# [ASSIGNMENT]
All lines from the opening of the entries below through the line containing "For a GIS import: Read" must be output exactly as they appear, with no other lines.

*** DATA SECTION ***

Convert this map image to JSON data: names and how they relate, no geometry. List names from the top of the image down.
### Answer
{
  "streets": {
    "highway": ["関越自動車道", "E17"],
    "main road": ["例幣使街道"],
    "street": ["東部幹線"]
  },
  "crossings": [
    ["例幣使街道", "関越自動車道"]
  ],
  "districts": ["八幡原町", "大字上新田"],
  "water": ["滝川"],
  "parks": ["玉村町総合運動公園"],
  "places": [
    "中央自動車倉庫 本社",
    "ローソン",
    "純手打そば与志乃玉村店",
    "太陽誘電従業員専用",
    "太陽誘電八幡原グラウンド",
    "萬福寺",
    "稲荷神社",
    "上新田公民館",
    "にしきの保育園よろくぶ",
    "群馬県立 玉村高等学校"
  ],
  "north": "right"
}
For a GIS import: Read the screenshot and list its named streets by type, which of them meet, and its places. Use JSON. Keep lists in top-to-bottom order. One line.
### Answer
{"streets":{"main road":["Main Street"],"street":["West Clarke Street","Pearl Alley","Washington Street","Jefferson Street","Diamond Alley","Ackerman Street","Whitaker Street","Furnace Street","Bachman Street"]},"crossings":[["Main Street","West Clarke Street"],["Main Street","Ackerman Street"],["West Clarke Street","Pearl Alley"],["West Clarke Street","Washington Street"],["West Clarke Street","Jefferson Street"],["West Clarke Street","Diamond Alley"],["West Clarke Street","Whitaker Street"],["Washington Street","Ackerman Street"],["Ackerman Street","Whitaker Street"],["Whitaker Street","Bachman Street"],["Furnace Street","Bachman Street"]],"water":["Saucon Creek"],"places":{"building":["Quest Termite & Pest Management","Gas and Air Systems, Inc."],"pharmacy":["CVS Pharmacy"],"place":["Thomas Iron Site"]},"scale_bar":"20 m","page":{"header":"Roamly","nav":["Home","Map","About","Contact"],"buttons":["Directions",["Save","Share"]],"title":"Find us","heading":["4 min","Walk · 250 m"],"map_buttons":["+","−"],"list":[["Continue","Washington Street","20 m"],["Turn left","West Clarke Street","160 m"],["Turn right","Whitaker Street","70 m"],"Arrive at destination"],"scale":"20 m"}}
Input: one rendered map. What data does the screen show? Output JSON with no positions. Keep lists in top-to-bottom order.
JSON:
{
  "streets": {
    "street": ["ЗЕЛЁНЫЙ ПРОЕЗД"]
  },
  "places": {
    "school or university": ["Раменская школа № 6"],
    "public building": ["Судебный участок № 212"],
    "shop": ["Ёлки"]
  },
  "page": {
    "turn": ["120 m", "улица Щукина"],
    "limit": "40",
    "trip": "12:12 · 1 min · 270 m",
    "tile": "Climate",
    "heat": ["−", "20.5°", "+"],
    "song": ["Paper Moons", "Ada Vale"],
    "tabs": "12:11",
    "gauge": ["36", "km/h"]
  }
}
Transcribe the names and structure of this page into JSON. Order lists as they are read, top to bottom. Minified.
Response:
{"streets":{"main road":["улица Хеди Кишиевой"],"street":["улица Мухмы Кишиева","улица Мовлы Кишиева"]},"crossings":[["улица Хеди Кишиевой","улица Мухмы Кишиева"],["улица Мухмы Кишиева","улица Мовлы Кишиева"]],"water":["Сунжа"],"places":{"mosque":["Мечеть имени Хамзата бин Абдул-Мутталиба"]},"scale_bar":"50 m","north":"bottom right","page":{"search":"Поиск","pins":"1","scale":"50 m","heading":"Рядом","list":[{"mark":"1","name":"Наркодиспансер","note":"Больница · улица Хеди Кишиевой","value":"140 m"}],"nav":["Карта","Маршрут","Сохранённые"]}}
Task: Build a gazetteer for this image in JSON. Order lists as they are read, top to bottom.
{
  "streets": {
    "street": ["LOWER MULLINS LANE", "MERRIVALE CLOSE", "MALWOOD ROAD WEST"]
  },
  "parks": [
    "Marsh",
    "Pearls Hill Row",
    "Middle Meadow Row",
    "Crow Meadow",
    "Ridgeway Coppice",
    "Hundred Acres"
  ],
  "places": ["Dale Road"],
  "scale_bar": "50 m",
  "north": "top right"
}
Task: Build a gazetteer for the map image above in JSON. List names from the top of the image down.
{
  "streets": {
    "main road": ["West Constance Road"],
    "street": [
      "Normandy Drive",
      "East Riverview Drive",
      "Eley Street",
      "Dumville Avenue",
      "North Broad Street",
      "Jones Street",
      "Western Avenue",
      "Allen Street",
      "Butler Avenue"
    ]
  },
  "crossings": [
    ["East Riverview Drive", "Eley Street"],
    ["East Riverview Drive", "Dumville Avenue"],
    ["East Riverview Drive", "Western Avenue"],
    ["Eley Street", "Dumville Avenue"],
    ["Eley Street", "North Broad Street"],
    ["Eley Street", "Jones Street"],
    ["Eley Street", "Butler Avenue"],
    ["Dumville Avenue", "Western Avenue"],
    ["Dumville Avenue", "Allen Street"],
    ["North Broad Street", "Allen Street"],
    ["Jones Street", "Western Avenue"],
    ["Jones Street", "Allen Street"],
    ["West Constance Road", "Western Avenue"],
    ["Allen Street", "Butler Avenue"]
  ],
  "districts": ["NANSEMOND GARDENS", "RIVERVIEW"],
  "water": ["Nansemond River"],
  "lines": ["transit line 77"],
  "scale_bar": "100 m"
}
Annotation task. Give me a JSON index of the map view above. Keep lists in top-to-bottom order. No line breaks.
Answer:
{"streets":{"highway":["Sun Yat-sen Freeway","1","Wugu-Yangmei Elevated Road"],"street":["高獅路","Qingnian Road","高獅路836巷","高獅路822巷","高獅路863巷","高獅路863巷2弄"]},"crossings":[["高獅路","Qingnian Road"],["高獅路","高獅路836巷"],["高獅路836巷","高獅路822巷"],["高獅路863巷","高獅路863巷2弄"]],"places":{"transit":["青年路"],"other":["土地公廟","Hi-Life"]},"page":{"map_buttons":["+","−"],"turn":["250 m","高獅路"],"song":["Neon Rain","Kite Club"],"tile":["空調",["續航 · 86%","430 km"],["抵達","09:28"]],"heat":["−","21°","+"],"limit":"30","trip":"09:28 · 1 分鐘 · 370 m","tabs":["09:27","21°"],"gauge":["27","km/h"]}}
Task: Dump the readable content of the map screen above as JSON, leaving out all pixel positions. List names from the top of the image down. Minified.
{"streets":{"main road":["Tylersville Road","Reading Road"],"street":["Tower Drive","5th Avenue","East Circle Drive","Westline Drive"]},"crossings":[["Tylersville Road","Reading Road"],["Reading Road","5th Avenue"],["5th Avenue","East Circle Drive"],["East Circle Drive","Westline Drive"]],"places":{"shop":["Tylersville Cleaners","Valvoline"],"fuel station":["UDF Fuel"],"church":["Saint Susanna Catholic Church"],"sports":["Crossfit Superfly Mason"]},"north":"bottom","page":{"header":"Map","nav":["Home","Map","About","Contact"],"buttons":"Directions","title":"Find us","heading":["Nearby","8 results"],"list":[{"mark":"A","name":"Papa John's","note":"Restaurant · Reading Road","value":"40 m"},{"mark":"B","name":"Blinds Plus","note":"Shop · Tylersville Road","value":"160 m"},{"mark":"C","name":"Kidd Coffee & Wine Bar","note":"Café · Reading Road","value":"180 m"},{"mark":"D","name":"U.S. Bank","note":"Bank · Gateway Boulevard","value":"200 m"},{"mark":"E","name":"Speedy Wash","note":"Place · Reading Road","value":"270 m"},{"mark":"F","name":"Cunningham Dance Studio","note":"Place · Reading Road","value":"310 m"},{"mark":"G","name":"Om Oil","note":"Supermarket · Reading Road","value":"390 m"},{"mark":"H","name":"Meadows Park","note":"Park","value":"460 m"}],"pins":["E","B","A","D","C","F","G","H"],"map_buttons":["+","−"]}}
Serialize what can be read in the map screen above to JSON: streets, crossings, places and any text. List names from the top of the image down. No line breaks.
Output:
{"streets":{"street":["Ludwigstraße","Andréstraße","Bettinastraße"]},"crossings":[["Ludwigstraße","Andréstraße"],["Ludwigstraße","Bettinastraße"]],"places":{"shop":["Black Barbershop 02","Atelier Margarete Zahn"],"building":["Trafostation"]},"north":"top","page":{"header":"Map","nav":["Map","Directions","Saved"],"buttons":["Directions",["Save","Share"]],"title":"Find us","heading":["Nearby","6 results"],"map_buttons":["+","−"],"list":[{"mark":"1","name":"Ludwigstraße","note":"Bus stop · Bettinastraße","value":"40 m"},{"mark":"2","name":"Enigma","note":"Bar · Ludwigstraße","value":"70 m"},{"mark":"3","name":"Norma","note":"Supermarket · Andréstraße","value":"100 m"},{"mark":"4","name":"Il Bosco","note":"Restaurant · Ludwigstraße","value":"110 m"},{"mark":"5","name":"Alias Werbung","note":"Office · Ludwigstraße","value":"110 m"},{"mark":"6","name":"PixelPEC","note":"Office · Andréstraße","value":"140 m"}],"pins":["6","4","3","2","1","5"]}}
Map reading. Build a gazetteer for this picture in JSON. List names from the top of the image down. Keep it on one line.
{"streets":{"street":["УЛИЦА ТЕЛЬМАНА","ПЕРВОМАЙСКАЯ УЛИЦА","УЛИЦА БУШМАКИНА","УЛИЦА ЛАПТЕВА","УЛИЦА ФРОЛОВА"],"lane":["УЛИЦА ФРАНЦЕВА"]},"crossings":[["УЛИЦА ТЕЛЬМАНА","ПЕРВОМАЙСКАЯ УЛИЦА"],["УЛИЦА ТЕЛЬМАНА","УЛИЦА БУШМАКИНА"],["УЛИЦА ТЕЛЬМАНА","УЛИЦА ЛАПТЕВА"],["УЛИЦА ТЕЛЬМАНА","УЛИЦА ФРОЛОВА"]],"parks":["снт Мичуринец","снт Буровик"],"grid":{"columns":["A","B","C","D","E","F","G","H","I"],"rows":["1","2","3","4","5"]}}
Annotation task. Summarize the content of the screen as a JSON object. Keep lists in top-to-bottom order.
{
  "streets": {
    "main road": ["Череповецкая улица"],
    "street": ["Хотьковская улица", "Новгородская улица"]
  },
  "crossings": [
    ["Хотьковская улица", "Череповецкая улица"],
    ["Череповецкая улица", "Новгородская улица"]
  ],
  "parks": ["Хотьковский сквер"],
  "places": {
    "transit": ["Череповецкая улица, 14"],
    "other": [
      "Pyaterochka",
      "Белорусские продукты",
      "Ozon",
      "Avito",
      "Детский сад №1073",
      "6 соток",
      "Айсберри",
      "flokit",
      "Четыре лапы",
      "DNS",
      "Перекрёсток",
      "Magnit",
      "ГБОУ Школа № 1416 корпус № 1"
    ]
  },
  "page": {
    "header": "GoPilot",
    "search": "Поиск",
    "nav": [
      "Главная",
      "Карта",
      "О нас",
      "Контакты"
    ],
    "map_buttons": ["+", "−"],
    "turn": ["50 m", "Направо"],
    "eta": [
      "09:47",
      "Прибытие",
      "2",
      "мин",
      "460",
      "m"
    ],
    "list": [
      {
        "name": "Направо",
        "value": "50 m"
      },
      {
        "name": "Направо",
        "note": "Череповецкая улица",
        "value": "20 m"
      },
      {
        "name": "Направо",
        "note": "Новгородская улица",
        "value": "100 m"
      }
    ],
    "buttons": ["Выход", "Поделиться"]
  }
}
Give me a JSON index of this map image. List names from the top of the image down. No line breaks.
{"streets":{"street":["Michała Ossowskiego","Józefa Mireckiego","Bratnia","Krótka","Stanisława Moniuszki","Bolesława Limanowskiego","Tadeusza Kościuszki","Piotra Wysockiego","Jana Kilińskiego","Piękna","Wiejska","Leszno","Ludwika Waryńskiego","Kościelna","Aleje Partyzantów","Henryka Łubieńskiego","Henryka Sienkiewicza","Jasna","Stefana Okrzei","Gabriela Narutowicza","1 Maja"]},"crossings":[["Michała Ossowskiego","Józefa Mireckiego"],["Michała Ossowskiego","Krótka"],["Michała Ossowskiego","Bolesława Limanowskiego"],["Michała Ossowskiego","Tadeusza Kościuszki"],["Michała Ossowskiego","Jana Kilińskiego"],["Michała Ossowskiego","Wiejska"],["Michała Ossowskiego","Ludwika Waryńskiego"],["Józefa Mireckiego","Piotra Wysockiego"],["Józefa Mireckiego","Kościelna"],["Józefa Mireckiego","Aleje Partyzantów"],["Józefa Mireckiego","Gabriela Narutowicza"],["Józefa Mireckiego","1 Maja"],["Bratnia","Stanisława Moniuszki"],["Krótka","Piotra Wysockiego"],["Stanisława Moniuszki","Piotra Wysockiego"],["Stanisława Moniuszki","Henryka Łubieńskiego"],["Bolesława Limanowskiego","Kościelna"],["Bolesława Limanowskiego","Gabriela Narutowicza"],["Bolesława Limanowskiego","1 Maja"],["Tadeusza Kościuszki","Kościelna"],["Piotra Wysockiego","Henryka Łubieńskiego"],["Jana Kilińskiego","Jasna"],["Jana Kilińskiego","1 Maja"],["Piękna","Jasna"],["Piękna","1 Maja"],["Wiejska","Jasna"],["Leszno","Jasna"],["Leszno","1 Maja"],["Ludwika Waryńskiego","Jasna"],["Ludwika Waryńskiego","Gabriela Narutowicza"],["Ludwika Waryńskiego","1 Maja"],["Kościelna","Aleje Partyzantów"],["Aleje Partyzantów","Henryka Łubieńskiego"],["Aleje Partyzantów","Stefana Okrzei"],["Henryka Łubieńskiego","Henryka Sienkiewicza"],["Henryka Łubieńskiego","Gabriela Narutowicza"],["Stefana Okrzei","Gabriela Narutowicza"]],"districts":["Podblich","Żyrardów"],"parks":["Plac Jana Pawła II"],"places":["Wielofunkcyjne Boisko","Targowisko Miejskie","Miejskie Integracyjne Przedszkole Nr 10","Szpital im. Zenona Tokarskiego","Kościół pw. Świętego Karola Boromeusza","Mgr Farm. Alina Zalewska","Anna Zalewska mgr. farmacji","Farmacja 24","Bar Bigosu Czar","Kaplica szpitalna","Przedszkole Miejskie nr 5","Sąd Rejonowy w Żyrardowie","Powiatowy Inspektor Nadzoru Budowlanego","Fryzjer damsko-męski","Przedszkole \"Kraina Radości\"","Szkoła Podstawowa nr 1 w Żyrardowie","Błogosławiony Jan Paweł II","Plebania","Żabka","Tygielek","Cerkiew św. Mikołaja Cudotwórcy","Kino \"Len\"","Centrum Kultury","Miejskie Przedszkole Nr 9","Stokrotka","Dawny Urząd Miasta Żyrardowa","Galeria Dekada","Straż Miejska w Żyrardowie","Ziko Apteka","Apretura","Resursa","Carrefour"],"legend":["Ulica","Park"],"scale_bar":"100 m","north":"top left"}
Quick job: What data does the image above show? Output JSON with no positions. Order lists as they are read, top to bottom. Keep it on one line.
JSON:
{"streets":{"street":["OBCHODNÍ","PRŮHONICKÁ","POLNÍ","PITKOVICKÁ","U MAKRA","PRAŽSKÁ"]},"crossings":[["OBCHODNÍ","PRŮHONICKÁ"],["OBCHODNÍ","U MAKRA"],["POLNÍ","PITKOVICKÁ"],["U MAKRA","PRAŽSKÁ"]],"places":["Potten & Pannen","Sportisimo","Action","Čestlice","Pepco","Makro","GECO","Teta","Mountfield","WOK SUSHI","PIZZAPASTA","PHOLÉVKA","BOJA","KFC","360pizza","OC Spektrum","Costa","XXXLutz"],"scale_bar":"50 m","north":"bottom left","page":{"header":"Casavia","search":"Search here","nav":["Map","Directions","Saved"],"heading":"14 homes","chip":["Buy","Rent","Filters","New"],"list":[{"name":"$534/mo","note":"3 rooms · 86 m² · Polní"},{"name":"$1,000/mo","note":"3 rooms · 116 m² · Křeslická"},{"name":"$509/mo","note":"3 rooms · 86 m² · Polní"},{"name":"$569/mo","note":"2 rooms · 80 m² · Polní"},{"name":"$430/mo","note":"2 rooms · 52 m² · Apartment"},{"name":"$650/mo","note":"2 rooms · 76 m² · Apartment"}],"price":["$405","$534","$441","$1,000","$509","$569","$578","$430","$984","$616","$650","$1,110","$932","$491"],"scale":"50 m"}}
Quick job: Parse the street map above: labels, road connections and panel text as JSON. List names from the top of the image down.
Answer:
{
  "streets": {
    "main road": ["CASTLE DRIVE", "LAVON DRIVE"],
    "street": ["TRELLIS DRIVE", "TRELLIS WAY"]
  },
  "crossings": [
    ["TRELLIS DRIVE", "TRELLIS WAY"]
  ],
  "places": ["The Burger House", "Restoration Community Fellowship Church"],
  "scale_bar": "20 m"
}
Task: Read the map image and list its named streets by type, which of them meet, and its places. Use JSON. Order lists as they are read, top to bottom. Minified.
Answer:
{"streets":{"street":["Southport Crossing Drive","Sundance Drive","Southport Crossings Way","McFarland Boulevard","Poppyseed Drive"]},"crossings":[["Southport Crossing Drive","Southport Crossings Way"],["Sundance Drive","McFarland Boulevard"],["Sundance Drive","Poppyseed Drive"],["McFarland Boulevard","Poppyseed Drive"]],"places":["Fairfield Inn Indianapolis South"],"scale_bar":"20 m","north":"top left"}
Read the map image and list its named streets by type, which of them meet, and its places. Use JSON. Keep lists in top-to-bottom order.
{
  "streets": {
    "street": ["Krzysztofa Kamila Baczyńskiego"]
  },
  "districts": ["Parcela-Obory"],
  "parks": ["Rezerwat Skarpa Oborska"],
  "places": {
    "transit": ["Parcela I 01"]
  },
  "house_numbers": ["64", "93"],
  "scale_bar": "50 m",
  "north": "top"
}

*** End of DATA SECTION ***

# [TASK RESULT]
Convert this map image to JSON data: names and how they relate, no geometry. List names from the top of the image down.
### Answer
{
  "streets": {
    "highway": ["関越自動車道", "E17"],
    "main road": ["例幣使街道"],
    "street": ["東部幹線"]
  },
  "crossings": [
    ["例幣使街道", "関越自動車道"]
  ],
  "districts": ["八幡原町", "大字上新田"],
  "water": ["滝川"],
  "parks": ["玉村町総合運動公園"],
  "places": [
    "中央自動車倉庫 本社",
    "ローソン",
    "純手打そば与志乃玉村店",
    "太陽誘電従業員専用",
    "太陽誘電八幡原グラウンド",
    "萬福寺",
    "稲荷神社",
    "上新田公民館",
    "にしきの保育園よろくぶ",
    "群馬県立 玉村高等学校"
  ],
  "north": "right"
}
For a GIS import: Read the screenshot and list its named streets by type, which of them meet, and its places. Use JSON. Keep lists in top-to-bottom order. One line.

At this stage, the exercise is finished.